Considered by her opponents as a "radical chic" (across the Alps they say "bobò", which stands for bourgeois bohémiens), the mayor born in Spain has won acclaim with her calm and is making Paris an ever greener city and "slow". Some proposals are even revolutionary and motorists won't like them: Hidalgo wants to bring the maximum speed allowed to 30 km/h throughout the city, except on major arteries; wants to add 50 km of cycle paths, to cover practically 100% of the roads; has launched the “ville du quart d'heure” (quarter-hour city) project, i.e. making sure that every citizen, thanks to public transport and soft mobility, can reach any destination in 15 minutes. By virtue of the result she is about to achieve, some would even like her as a candidate for the presidency of the Republic in 2022, but she has already said she is not interested.

But if Paris is Paris, what happens instead in the rest of the country? According to polls, several strongholds could fall, on the right as on the left. The center-left is almost everywhere divided, with Macron's party and "everyone else" running on their own. Despite this, the candidate of the left could reconquer Marseilles, which had recently become a centre-right stronghold. Same script should materialize at Montpellier. As proof that environmental issues are very fashionable in France, a Lyon the Greens are even favoured, within a centre-left coalition which is also about to conquer the government of the metropolitan area. The Greens themselves threaten the outgoing mayor (she has been in office since 2001) Martine Aubry, historical exponent of the Socialist Party, of which she was also secretary.
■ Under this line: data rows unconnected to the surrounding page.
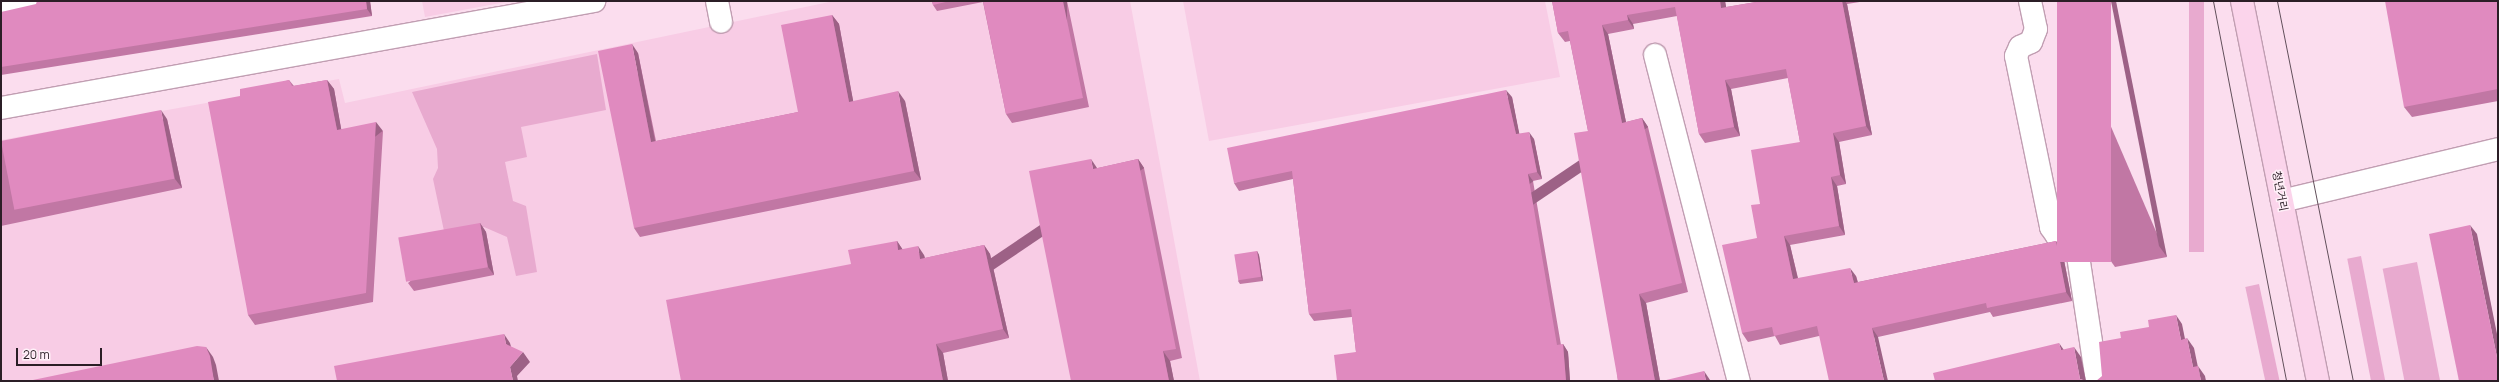 <!DOCTYPE html>
<html>
<head>
<meta charset="utf-8">
<style>
  body { margin:0 }
  #map { position:relative; width:2499px; height:382px; overflow:hidden; background:#fbddee; font-family:Manrope,"Noto Sans KR",sans-serif }
  div>[style] { position:absolute }
  [style*='--x'] { left:calc(var(--x)*1px); top:calc(var(--y)*1px); width:calc(var(--w)*1px); rotate:calc(var(--a)*1deg) }
  .built>* { inset:0; background:#f8cce5 }
  .green>* { inset:0; background:#e8aacf; transform-origin:0 0 }
  .roads { filter:drop-shadow(1px 0 #c19eb2) drop-shadow(-1px 0 #c19eb2) drop-shadow(0 1px #c19eb2) drop-shadow(0 -1px #c19eb2) }
  .minor>* { height:22px; margin:-11px; padding:0 11px; transform-origin:11px; border-radius:11px; background:#fff }
  .major>* { height:22px; margin:-11px; padding:0 11px; transform-origin:11px; border-radius:11px; background:#fbd4eb }
  .tram>* { height:1px; margin:-0.5px; padding:0 0.5px; transform-origin:0.5px; border-radius:0.5px; background:#5f4d58 }
  .wall>* { inset:0; background:#c177a4 }
  .shaded-wall>* { inset:0; background:#9d6186; transform-origin:0 0 }
  .building>* { inset:0; background:#e08abf; transform-origin:0 0 }
  span { translate:-50% -50%; white-space:nowrap; text-align:center; line-height:1.15; -webkit-text-stroke:3px #fff0f8; paint-order:stroke }
  .street-label { font-size:11px; color:#2b1e26 }
  .frame { position:absolute; inset:0; border:2px solid #2b1e26; pointer-events:none }
  .scale { position:absolute; left:16px; top:348px; width:86px; height:18px; box-sizing:border-box; border:2px solid #2b1e26; border-top:0; padding-left:5px; font-size:12px; line-height:14px; white-space:nowrap; color:#2b1e26; -webkit-text-stroke:3px #fff0f8; paint-order:stroke }
</style>
</head>
<body>
<div id="map">
  <div class="built">
    <i style="clip-path:polygon(422px 1px,512px 1px,425px 17px)"></i>
    <i style="clip-path:polygon(834px 1px,1130px 1px,1200px 381px,1px 381px,1px 140px,339px 79px,345px 103px)"></i>
    <i style="clip-path:polygon(1183px 1px,1545px 1px,1560px 77px,1209px 141px)"></i>
  </div>
  <div class="green">
    <i style="left:2189px;top:1px;width:15px;height:251px"></i>
    <i style="clip-path:polygon(597px 54px,606px 110px,521px 127px,527px 157px,505px 162px,513px 201px,526px 206px,537px 272px,516px 276px,507px 237px,484px 227px,458px 233px,444px 231px,433px 179px,438px 168px,437px 149px,412px 92px)"></i>
    <i style="left:2361px;top:256px;width:127px;height:14px;rotate:79deg"></i>
    <i style="left:2417px;top:262px;width:121px;height:35px;rotate:79deg"></i>
    <i style="left:2259px;top:284px;width:99px;height:14px;rotate:78deg"></i>
  </div>
  <div class="roads">
    <div class="minor">
      <i style="--x:717;--y:1;--w:21;--a:79"></i>
      <i style="--x:2030;--y:1;--w:29;--a:78"></i>
      <i style="--x:2036;--y:29;--w:14;--a:111"></i>
      <i style="--x:2031;--y:42;--w:12;--a:156"></i>
      <i style="--x:2020;--y:47;--w:10;--a:114"></i>
      <i style="--x:2016;--y:56;--w:175;--a:78.4"></i>
      <i style="--x:2051;--y:227;--w:11;--a:56"></i>
      <i style="--x:2057;--y:236;--w:12;--a:9"></i>
      <i style="--x:2069;--y:238;--w:14;--a:54"></i>
      <i style="--x:2077;--y:249;--w:134;--a:81.4"></i>
      <i style="--x:1;--y:7;--w:33;--a:-11"></i>
      <i style="--x:1655;--y:55;--w:337;--a:75.6"></i>
      <i style="--x:1;--y:108;--w:603;--a:-10.23"></i>
      <i style="--x:2282;--y:201;--w:222;--a:-13.5"></i>
    </div>
    <div class="major">
      <i style="--x:2242;--y:1;--w:388;--a:78.7"></i>
    </div>
  </div>
  <div class="tram">
    <i style="--x:2213;--y:1;--w:387;--a:79.1"></i>
    <i style="--x:2277;--y:1;--w:388;--a:78.7"></i>
  </div>
  <div class="wall">
    <i style="clip-path:polygon(370px 1px,372px 16px,1px 75px,1px 12px)"></i>
    <i style="clip-path:polygon(932px 1px,1067px 1px,1089px 107px,1012px 123px,1006px 114px,983px 2px,937px 11px,933px 5px)"></i>
    <i style="clip-path:polygon(1552px 1px,1725px 1px,1726px 7px,1762px 1px,1866px 1px,1847px 4px,1872px 135px,1839px 142px,1846px 184px,1837px 186px,1845px 235px,1790px 245px,1798px 278px,1856px 276px,1858px 282px,2056px 241px,2062px 250px,2072px 301px,1993px 317px,1990px 312px,1878px 337px,1819px 336px,1780px 345px,1775px 336px,1748px 342px,1742px 333px,1757px 238px,1760px 204px,1800px 142px,1788px 78px,1731px 89px,1740px 136px,1705px 143px,1699px 134px,1677px 16px,1633px 24px,1634px 29px,1608px 34px,1626px 122px,1642px 118px,1648px 127px,1688px 292px,1646px 303px,1660px 381px,1618px 381px,1588px 131px,1570px 41px,1565px 42px,1558px 33px)"></i>
    <i style="clip-path:polygon(2057px 1px,2167px 257px,2115px 267px,2108px 257px)"></i>
    <i style="clip-path:polygon(2498px 1px,2498px 101px,2412px 117px,2404px 107px)"></i>
    <i style="clip-path:polygon(832px 15px,839px 24px,853px 101px,905px 101px,921px 180px,640px 237px,634px 228px,638px 53px,656px 141px,798px 112px)"></i>
    <i style="clip-path:polygon(289px 80px,294px 86px,327px 80px,334px 89px,341px 129px,383px 131px,373px 302px,255px 325px,248px 315px,240px 96px)"></i>
    <i style="clip-path:polygon(1512px 97px,1519px 134px,1534px 139px,1542px 179px,1533px 181px,1561px 345px,1563px 344px,1568px 352px,1570px 381px,1337px 381px,1356px 352px,1352px 317px,1314px 321px,1309px 314px,1293px 179px,1239px 191px,1234px 183px)"></i>
    <i style="clip-path:polygon(167px 119px,182px 188px,1px 226px,1px 142px)"></i>
    <i style="clip-path:polygon(1138px 159px,1144px 168px,1182px 358px,1170px 361px,1174px 381px,1071px 381px,1098px 168px)"></i>
    <i style="clip-path:polygon(480px 223px,486px 232px,494px 275px,414px 291px,408px 283px)"></i>
    <i style="clip-path:polygon(897px 241px,902px 249px,924px 255px,925px 258px,984px 245px,990px 254px,1009px 338px,943px 353px,948px 381px,681px 381px)"></i>
    <i style="clip-path:polygon(1257px 251px,1259px 255px,1263px 281px,1240px 284px,1238px 281px)"></i>
  </div>
  <div class="shaded-wall">
    <i style="clip-path:polygon(366px 1px,370px 1px,372px 16px,367px 9px)"></i>
    <i style="left:1063px;top:1px;width:4px;height:99px"></i>
    <i style="clip-path:polygon(1720px 1px,1725px 1px,1728px 17px,1721px 8px)"></i>
    <i style="clip-path:polygon(1842px 1px,1845px 1px,1847px 4px,1872px 135px,1866px 126px)"></i>
    <i style="clip-path:polygon(2111px 1px,2116px 1px,2167px 257px,2159px 246px)"></i>
    <i style="clip-path:polygon(832px 15px,839px 24px,855px 111px,849px 102px)"></i>
    <i style="clip-path:polygon(1627px 15px,1633px 24px,1634px 29px,1628px 20px)"></i>
    <i style="clip-path:polygon(1602px 25px,1608px 34px,1628px 132px,1622px 123px)"></i>
    <i style="clip-path:polygon(632px 44px,638px 53px,657px 151px,651px 142px)"></i>
    <i style="clip-path:polygon(327px 80px,334px 89px,343px 139px,337px 130px)"></i>
    <i style="clip-path:polygon(1725px 80px,1731px 89px,1740px 136px,1734px 127px)"></i>
    <i style="clip-path:polygon(1506px 90px,1512px 97px,1521px 142px,1516px 134px)"></i>
    <i style="clip-path:polygon(898px 91px,905px 101px,921px 180px,914px 171px)"></i>
    <i style="clip-path:polygon(161px 110px,167px 119px,182px 188px,175px 179px)"></i>
    <i style="left:1642px;top:118px;width:11px;height:170px;rotate:56deg"></i>
    <i style="left:376px;top:122px;width:11px;height:171px;rotate:52deg"></i>
    <i style="clip-path:polygon(1529px 132px,1534px 139px,1542px 179px,1537px 172px)"></i>
    <i style="clip-path:polygon(1833px 133px,1839px 142px,1846px 184px,1840px 175px)"></i>
    <i style="clip-path:polygon(1091px 159px,1097px 168px,1100px 178px,1093px 169px)"></i>
    <i style="left:1138px;top:159px;width:11px;height:194px;rotate:56deg"></i>
    <i style="left:1528px;top:174px;width:9px;height:173px;rotate:54deg"></i>
    <i style="clip-path:polygon(1831px 177px,1837px 186px,1845px 235px,1839px 226px)"></i>
    <i style="clip-path:polygon(480px 223px,486px 232px,494px 275px,488px 267px)"></i>
    <i style="clip-path:polygon(2470px 225px,2477px 234px,2498px 339px,2498px 362px)"></i>
    <i style="clip-path:polygon(1784px 236px,1790px 245px,1800px 288px,1793px 279px)"></i>
    <i style="clip-path:polygon(897px 241px,903px 250px,898px 250px)"></i>
    <i style="clip-path:polygon(2056px 241px,2062px 250px,2072px 301px,2066px 292px)"></i>
    <i style="clip-path:polygon(984px 245px,990px 254px,1009px 338px,1003px 329px)"></i>
    <i style="clip-path:polygon(918px 246px,924px 255px,927px 268px,920px 259px)"></i>
    <i style="clip-path:polygon(1257px 251px,1259px 255px,1263px 281px,1261px 277px)"></i>
    <i style="clip-path:polygon(1850px 268px,1856px 276px,1860px 292px,1854px 283px)"></i>
    <i style="clip-path:polygon(1639px 294px,1646px 303px,1660px 381px,1655px 381px)"></i>
    <i style="clip-path:polygon(2176px 315px,2182px 324px,2187px 349px,2181px 340px)"></i>
    <i style="clip-path:polygon(1872px 328px,1878px 337px,1888px 381px,1884px 381px)"></i>
    <i style="clip-path:polygon(504px 334px,510px 343px,513px 354px,506px 344px)"></i>
    <i style="clip-path:polygon(2187px 338px,2194px 348px,2200px 377px,2193px 367px)"></i>
    <i style="clip-path:polygon(2059px 343px,2066px 353px,2061px 350px)"></i>
    <i style="clip-path:polygon(936px 344px,943px 353px,948px 381px,943px 381px)"></i>
    <i style="clip-path:polygon(1563px 344px,1568px 352px,1570px 381px,1566px 381px)"></i>
    <i style="clip-path:polygon(206px 347px,213px 357px,216px 365px,219px 381px,214px 381px)"></i>
    <i style="clip-path:polygon(2074px 347px,2081px 357px,2086px 381px,2080px 379px)"></i>
    <i style="clip-path:polygon(1163px 351px,1170px 361px,1174px 381px,1169px 381px)"></i>
    <i style="clip-path:polygon(523px 352px,530px 362px,517px 376px,518px 381px,513px 381px,510px 367px)"></i>
    <i style="clip-path:polygon(2198px 366px,2205px 376px,2206px 381px,2201px 381px)"></i>
    <i style="clip-path:polygon(1704px 371px,1710px 380px,1710px 381px,1706px 381px)"></i>
  </div>
  <div class="building">
    <i style="clip-path:polygon(37px 1px,366px 1px,367px 9px,1px 67px,1px 12px,36px 4px)"></i>
    <i style="clip-path:polygon(932px 1px,950px 1px,933px 5px)"></i>
    <i style="clip-path:polygon(983px 1px,1063px 1px,1083px 98px,1006px 114px)"></i>
    <i style="clip-path:polygon(1552px 1px,1720px 1px,1721px 8px,1762px 1px,1842px 1px,1866px 126px,1833px 133px,1840px 175px,1831px 177px,1839px 226px,1784px 236px,1793px 279px,1850px 268px,1854px 283px,2056px 241px,2066px 292px,1987px 308px,1986px 303px,1872px 328px,1884px 381px,1829px 381px,1817px 326px,1774px 336px,1772px 327px,1742px 333px,1722px 245px,1757px 238px,1751px 205px,1760px 204px,1751px 150px,1800px 142px,1786px 69px,1725px 80px,1734px 127px,1699px 134px,1675px 7px,1627px 15px,1628px 20px,1602px 25px,1622px 123px,1642px 118px,1682px 283px,1639px 294px,1655px 381px,1618px 381px,1574px 133px,1588px 131px,1568px 31px,1558px 33px)"></i>
    <i style="left:2057px;top:1px;width:54px;height:261px"></i>
    <i style="clip-path:polygon(2385px 1px,2497px 1px,2498px 5px,2498px 89px,2404px 107px)"></i>
    <i style="clip-path:polygon(832px 15px,849px 102px,898px 91px,914px 171px,634px 228px,598px 51px,632px 44px,651px 142px,798px 112px,781px 25px)"></i>
    <i style="clip-path:polygon(289px 80px,292px 86px,327px 80px,337px 130px,376px 122px,366px 293px,248px 315px,208px 102px,240px 96px,240px 89px)"></i>
    <i style="clip-path:polygon(1506px 90px,1516px 134px,1529px 132px,1537px 172px,1528px 174px,1557px 345px,1563px 344px,1566px 381px,1337px 381px,1334px 355px,1356px 352px,1351px 309px,1309px 314px,1292px 171px,1234px 183px,1227px 148px)"></i>
    <i style="left:161px;top:110px;width:70px;height:163px;rotate:79deg"></i>
    <i style="clip-path:polygon(1091px 159px,1093px 169px,1138px 159px,1176px 349px,1163px 351px,1169px 381px,1071px 381px,1029px 171px)"></i>
    <i style="left:480px;top:223px;width:45px;height:83px;rotate:80deg"></i>
    <i style="clip-path:polygon(2470px 225px,2498px 362px,2498px 381px,2459px 381px,2429px 234px)"></i>
    <i style="clip-path:polygon(897px 241px,898px 250px,918px 246px,920px 259px,984px 245px,1003px 329px,936px 344px,943px 381px,681px 381px,666px 300px,851px 264px,848px 250px)"></i>
    <i style="left:1257px;top:251px;width:26px;height:23px;rotate:81deg"></i>
    <i style="clip-path:polygon(2176px 315px,2181px 340px,2187px 338px,2193px 367px,2198px 366px,2201px 381px,2096px 381px,2102px 376px,2099px 342px,2121px 338px,2120px 332px,2149px 327px,2148px 320px)"></i>
    <i style="clip-path:polygon(504px 334px,506px 344px,523px 352px,510px 367px,513px 381px,337px 381px,334px 366px)"></i>
    <i style="clip-path:polygon(2059px 343px,2061px 350px,2074px 347px,2080px 379px,2086px 381px,1935px 381px,1933px 373px)"></i>
    <i style="clip-path:polygon(197px 346px,206px 347px,210px 356px,214px 381px,28px 381px)"></i>
    <i style="clip-path:polygon(1704px 371px,1706px 381px,1662px 381px)"></i>
  </div>
  <div class="street-label">
    <span style="left:2280px;top:191px;rotate:79deg">청년거리</span>
  </div>
  <div class="frame"></div>
  <div class="scale">20 m</div>
</div>
</body>
</html>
LREM candidates have hardly reached the ballots, but they will tip the balance. Generally in favor of the centre-left, but not always: a Bordeaux for example, the outgoing mayor of the Republican party will receive the support of Macron's list. But despite this, he seriously risks losing, once again to the ecologists. TO Le Havre the Prime Minister and outgoing mayor of the northern city, Edouard Philippe, ran for office, but he has made it clear that in case of re-election he will remain as head of government, pending an increasingly probable reshuffle in the fall. Despite the lack of popularity of this government, Philippe garnered 43% of the votes in the first round (in 2014 he was directly elected).
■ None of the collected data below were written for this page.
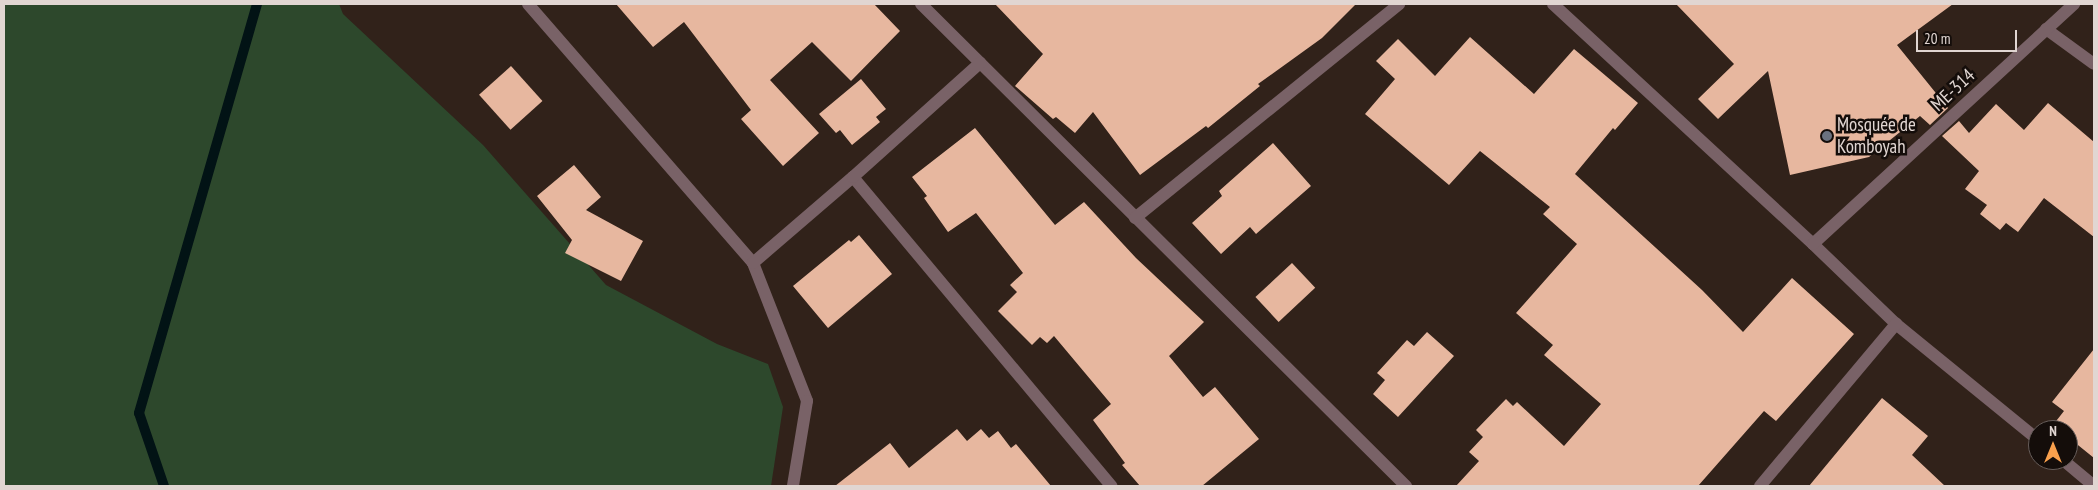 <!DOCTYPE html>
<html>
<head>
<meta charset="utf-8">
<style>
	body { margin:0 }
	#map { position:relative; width:2098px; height:490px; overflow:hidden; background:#31221a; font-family:"PT Sans Narrow",sans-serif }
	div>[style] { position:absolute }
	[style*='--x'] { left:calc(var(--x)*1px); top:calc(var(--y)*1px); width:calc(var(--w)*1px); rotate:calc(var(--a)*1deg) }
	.green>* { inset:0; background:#2d482c }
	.stream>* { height:10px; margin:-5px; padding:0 5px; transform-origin:5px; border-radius:5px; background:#021315 }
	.building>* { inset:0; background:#e7b79f; transform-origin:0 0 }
	.minor>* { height:12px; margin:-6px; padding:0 6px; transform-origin:6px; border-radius:6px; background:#796267 }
	.dots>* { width:14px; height:14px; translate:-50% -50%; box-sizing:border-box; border:2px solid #140d0a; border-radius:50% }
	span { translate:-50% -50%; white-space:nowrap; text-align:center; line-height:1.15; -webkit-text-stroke:5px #140d0a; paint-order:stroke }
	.street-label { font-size:19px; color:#e1d6d2 }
	.poi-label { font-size:19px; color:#e1d6d2 }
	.left { translate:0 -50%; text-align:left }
	.frame { position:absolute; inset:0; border:5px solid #e1d6d2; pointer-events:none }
	.north { position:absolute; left:2028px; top:420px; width:50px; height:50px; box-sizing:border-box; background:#140d0a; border:1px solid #665d5a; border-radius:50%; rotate:0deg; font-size:14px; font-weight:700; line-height:20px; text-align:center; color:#e1d6d2 }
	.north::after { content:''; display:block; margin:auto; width:18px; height:22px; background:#f9a04d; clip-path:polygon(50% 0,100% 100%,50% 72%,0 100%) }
	.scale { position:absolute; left:1916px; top:30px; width:101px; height:22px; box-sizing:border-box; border:2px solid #e1d6d2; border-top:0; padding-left:6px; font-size:15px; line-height:18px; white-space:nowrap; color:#e1d6d2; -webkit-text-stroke:4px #140d0a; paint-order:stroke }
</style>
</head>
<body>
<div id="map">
	<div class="green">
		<i style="clip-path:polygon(4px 4px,339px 4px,343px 14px,483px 145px,606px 285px,717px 344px,768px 364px,783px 407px,771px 486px,4px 486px)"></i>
	</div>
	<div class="stream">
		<i style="--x:164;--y:486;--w:77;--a:-108.9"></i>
		<i style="--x:139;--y:413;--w:426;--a:-73.9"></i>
	</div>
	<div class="building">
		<i style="clip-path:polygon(616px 4px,874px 4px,900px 31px,851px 81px,812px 42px,770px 80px,819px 133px,783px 166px,741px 119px,751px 110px,684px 22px,653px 47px)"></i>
		<i style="clip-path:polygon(995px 4px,1356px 4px,1322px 38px,1258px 84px,1260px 86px,1208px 128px,1206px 126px,1140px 175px,1093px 112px,1075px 133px,1056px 117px,1053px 119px,1015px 86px,1043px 54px)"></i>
		<i style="clip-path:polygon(1676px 4px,1953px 4px,1897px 45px,1948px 108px,1930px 125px,1920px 116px,1869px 157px,1790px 175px,1768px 71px,1718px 119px,1698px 99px,1734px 64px)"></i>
		<i style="clip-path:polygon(1470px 37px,1534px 94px,1574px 49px,1638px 103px,1615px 130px,1613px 128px,1575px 174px,1702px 290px,1743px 332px,1792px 278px,1854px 334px,1776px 421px,1764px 411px,1698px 486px,1456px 486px,1479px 461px,1469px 452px,1483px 437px,1476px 430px,1506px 399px,1513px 406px,1517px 402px,1564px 446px,1601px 404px,1544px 355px,1553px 345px,1516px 313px,1577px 244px,1543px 214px,1550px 207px,1480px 151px,1449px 185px,1365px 114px,1395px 79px,1376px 61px,1398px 39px,1435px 76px)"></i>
		<i style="left:511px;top:66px;width:47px;height:43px;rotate:48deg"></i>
		<i style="clip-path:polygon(861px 79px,886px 109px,876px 117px,880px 122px,852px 145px,840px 130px,836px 133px,819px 114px)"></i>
		<i style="clip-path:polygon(2048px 103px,2094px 142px,2094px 237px,2044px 198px,2018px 232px,2006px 223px,2000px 230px,1980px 214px,1987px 205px,1965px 189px,1979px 171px,1942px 136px,1959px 121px,1969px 133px,1996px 104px,2024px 130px)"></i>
		<i style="clip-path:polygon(975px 128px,1055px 225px,1084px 202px,1136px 258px,1204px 322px,1169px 356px,1203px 397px,1215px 387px,1259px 439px,1202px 486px,1140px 486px,1122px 465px,1125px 463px,1093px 420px,1111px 404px,1054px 336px,1047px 343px,1040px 337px,1032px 345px,998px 311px,1017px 292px,1010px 285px,1023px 273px,976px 213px,948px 232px,924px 198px,927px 196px,912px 177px)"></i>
		<i style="clip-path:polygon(1273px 143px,1311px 186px,1256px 234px,1250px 227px,1221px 254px,1192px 223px,1222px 196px,1219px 191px)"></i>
		<i style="clip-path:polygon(574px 165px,601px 197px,586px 210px,643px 241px,621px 281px,565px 253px,572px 240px,537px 196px)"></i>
		<i style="clip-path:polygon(859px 235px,892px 274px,828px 328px,793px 286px,849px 240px,851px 242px)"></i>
		<i style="left:1292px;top:263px;width:34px;height:50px;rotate:47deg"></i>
		<i style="clip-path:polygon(1427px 332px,1454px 356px,1398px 417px,1373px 394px,1385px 380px,1377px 373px,1407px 340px,1414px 346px)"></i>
		<i style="clip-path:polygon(2094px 349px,2094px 458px,2068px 437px,2068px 430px,2060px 430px,2053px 425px,2064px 411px,2052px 402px)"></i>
		<i style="clip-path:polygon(1882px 398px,1928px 436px,1912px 455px,1945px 486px,1809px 486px)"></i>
		<i style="clip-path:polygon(957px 429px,967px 441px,981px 429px,989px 438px,998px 431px,1011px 448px,1016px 444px,1051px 486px,835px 486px,890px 443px,909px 468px)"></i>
	</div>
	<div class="minor">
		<i style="--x:528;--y:4;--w:343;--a:49"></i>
		<i style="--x:753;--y:263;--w:148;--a:68.6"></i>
		<i style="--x:807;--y:401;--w:86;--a:99.4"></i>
		<i style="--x:921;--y:4;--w:684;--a:44.82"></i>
		<i style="--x:1553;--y:4;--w:354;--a:42.7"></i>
		<i style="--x:1813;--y:244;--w:115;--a:43.9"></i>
		<i style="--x:1896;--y:324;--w:183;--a:39.2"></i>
		<i style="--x:2046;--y:29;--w:59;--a:36.1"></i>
		<i style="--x:853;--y:177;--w:403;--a:50.1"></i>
		<i style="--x:1135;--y:218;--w:340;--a:-39"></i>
		<i style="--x:1813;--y:244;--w:355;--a:-42.6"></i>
		<i style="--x:753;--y:263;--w:132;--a:-40.7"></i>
		<i style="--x:853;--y:177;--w:171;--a:-41.9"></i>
		<i style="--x:2063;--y:460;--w:40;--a:40"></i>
		<i style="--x:1760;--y:486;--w:212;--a:-50"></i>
	</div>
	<div class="dots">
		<i style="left:1827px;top:136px;background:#6b7280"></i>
	</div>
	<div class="street-label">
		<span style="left:1953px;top:90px;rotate:-43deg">ME-314</span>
	</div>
	<div class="poi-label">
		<span class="left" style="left:1837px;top:136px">Mosquée de<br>Komboyah</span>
	</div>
	<div class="frame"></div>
	<div class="north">N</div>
	<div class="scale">20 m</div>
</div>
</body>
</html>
Finally, the big loser of this round: Marine Le Pen and her Rassemblement National. If it is true that LREM did not sparkle, that of RN instead is a real flop: after the presidential ballot won in 2017, the far right installed only 3 mayors in the first round, and on Sunday 28 June the only candidate with a good chance of winning is that of Perpignan. In France the wind is changing. And also the voting methods: due to the Covid-19 emergency, voting in polling stations will be electronic (and with all the usual measures, from masks to distancing) and the Ministry of the Interior is explicitly encouraging voting by proxy. However, it will be difficult to find someone to delegate to, given that few will go to vote.